All the Money in the World is Director Ridley Scott’s second theatrical feature this year. Due to some emergency reshoots to excise Kevin Spacey from the film, the movie was only completed a few weeks ago. Did those last minute changes sink the film or save it?
Set in 1973 and inspired by a true story, All the Money in the World centers on the kidnapping of Paul Getty (Charlie Plummer), grandson to J. Paul Getty (Christopher Plummer—no relation), the man behind Getty Oil and, at the time, the richest man in the world. Italian kidnappers call Paul’s mother, Gail (Michelle Williams), who is divorced from her husband (Andrew Buchan), and by extension, the Getty Empire. Gail has no real money of her own, a fact the kidnappers ignore as they demand $17 million for Paul’s return. She goes to her ex-father-in-law for help and money to pay the ransom. He refuses and instead sends Fletcher Chase (Mark Wahlberg), an ex-CIA man who handles Getty’s security, to help get Paul back. What ensues is a tense back and forth as Gail and Fletcher try to negotiate with the kidnappers, while Getty repeatedly shows what a cheap son of a bitch he is. Will Fletcher and Gail get Paul back? Will Getty ever receive his comeuppance?
I’m happy to report that All the Money in the World is a far better film than Ridley Scott’s earlier entry this year, Alien: Covenant. The film is a taut drama with Getty’s absurd approach to money bordering on the unbelievable. It’s simply a well-made film with a great cast. I would have liked to have seen Wahlberg’s character be a bit more involved in the plot, and the kidnappers a bit more vicious—for much of the film’s first half, it feels like they’re daring the Getty family to call their bluff and when they did, there were no repercussions. However, if this is how it happened, this is how it happened. I’m sure if there were a way for Scott to make the film more exciting without blowing up the actual history, he would have found it.

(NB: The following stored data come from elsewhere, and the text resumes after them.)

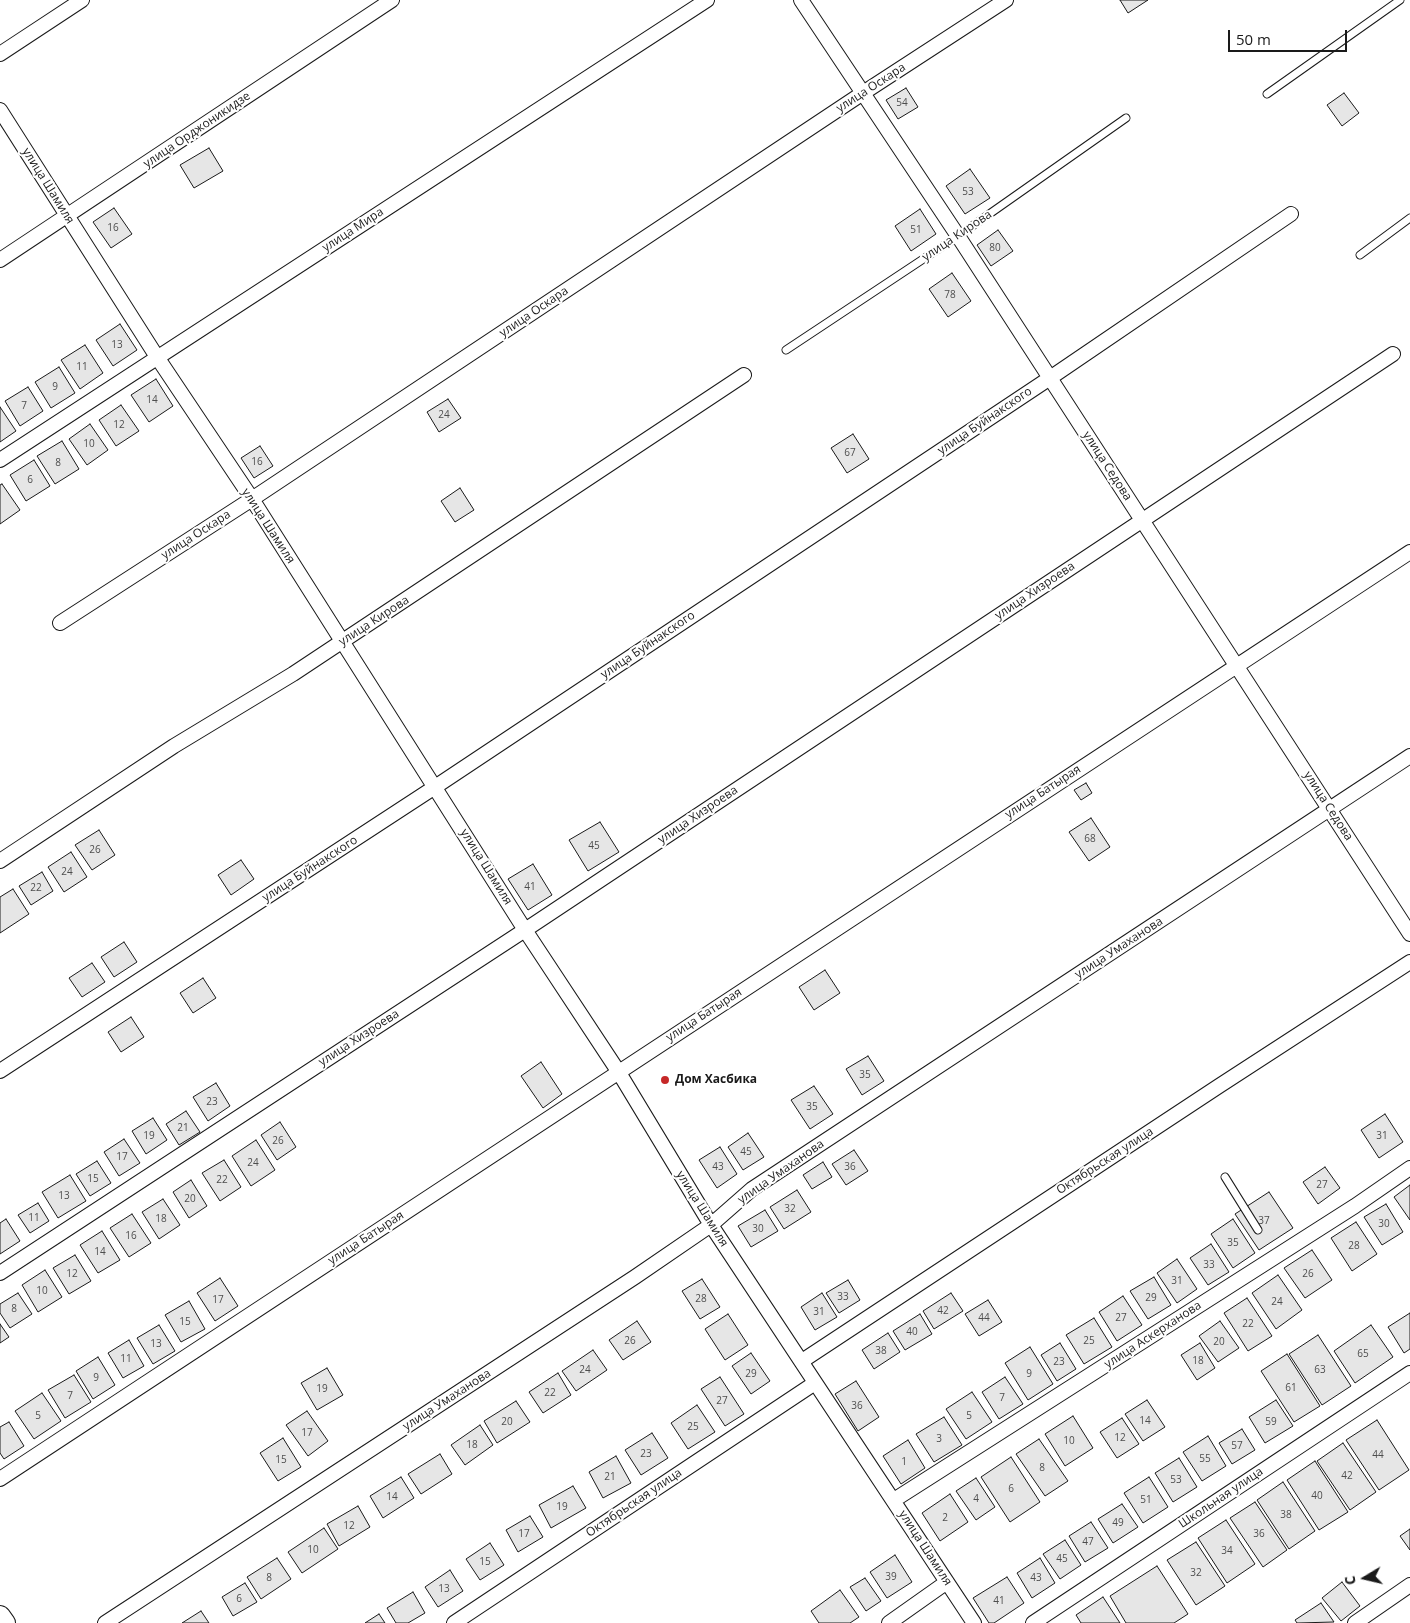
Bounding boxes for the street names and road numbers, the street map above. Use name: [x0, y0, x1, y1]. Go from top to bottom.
street label: улица Оскара: [834, 60, 908, 116]
street label: улица Орджоникидзе: [141, 89, 253, 171]
street label: улица Шамиля: [19, 145, 77, 227]
street label: улица Мира: [320, 205, 386, 255]
street label: улица Кирова: [919, 207, 995, 265]
street label: улица Оскара: [497, 284, 571, 340]
street label: улица Буйнакского: [935, 384, 1035, 458]
street label: улица Седова: [1079, 429, 1135, 503]
street label: улица Шамиля: [238, 486, 298, 566]
street label: улица Оскара: [159, 507, 233, 563]
street label: улица Хизроева: [992, 559, 1078, 623]
street label: улица Кирова: [336, 593, 412, 649]
street label: улица Буйнакского: [598, 608, 698, 682]
street label: улица Батырая: [1002, 762, 1084, 822]
street label: улица Седова: [1300, 769, 1356, 843]
street label: улица Хизроева: [655, 783, 741, 847]
street label: улица Шамиля: [457, 826, 515, 908]
street label: улица Буйнакского: [260, 833, 360, 905]
street label: улица Умаханова: [1072, 914, 1166, 982]
street label: улица Батырая: [663, 985, 745, 1045]
street label: улица Хизроева: [316, 1007, 402, 1069]
street label: Октябрьская улица: [1054, 1124, 1156, 1198]
street label: улица Умаханова: [735, 1137, 827, 1207]
street label: улица Шамиля: [673, 1168, 731, 1250]
street label: улица Батырая: [325, 1208, 407, 1268]
street label: улица Аскерханова: [1102, 1298, 1204, 1372]
street label: улица Умаханова: [400, 1366, 494, 1434]
street label: Школьная улица: [1176, 1465, 1266, 1531]
street label: Октябрьская улица: [583, 1466, 685, 1540]
street label: улица Шамиля: [895, 1508, 955, 1588]

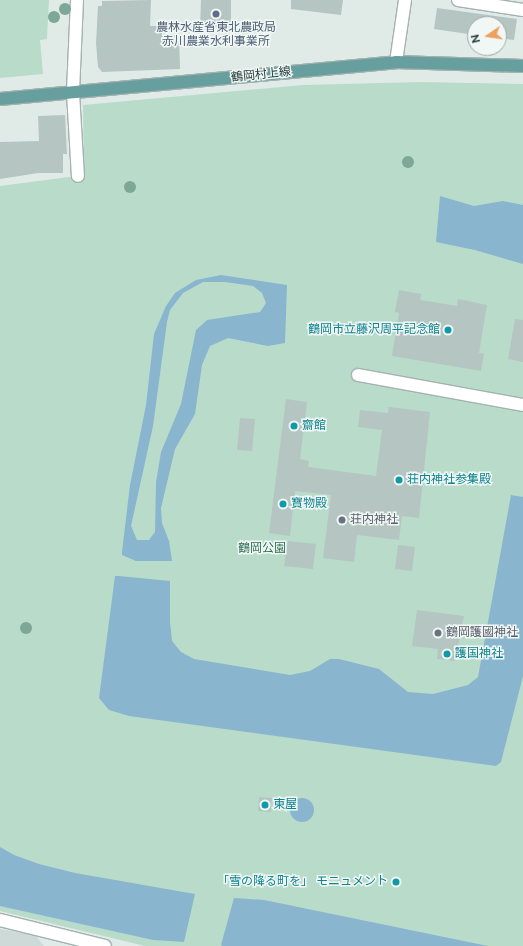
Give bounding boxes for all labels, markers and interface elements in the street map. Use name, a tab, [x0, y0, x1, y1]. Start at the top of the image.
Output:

Now, let’s talk about the controversy behind the film. Originally, Kevin Spacey was due to play Getty—underneath a ton of makeup, of course—but once allegations of his sexual impropriety surfaced, the decision was made to replace him. Ridley Scott cast Christopher Plummer—reportedly his first choice anyway—and shot the reshoots in only nine days mere weeks ago. It’s an immensely impressive feat and the switch is seamless. There was one scene where it looked like Plummer might have been inserted digitally, but otherwise, he’s there acting with Williams and Wahlberg with no hint of the behind the scenes drama, nor any sign that these scenes were reshot on the fly. Also, I’m of the belief that if you need an old man in your movie, you cast an old man as opposed to heaping makeup onto a younger man. And let’s not fool ourselves here—it’s not like Christopher Plummer is some kind of downgrade from Kevin Spacey. He’s no slouch.
The cast is really fantastic here. Plummer is positively despicable as J. Paul Getty and is probably headed for a Best Supporting Actor Oscar nomination for the stellar work he does here. He’s easily one of the best elements of this film and I think Scott ended up with the best actor for the role in the end. Plummer was definitely the best ethical choice, considering Spacey’s alleged transgressions, but I also feel that the heavy makeup that Spacey had to wear might have been distracting. Plummer just did a great job. However, in spite of the fantastic work of Plummer, the star of this film is Michelle Williams, arguably the greatest actor of her generation. She is just so good and she delivers another dynamite performance here. I find her to be positively mesmerizing. It all seems so effortless for her. With powerhouses like Williams and Plummer in the cast, it might not be so bad to come in third place, but that’s where Wahlberg sits. He does a good job here and has some nice scenes throughout the film. He is his typical Wahlberg self here—neither elevating the material, nor bringing it down. He has a solid team around him, so he does very well. I also really enjoyed Romain Duris, who plays Cinquanta, the main kidnapper, who comes to care about Paul’s wellbeing. Charlie Plummer also does fine work here conveying the fear that he has to live with when the kidnappers do finally start getting nasty.
Overall, All the Money in the World is a very solid film. It’s expertly made and has two of the better performances this year in Christopher Plummer and Michelle Williams. The film may drag a bit here and there, but I found it to be highly engaging and enjoyable. See it.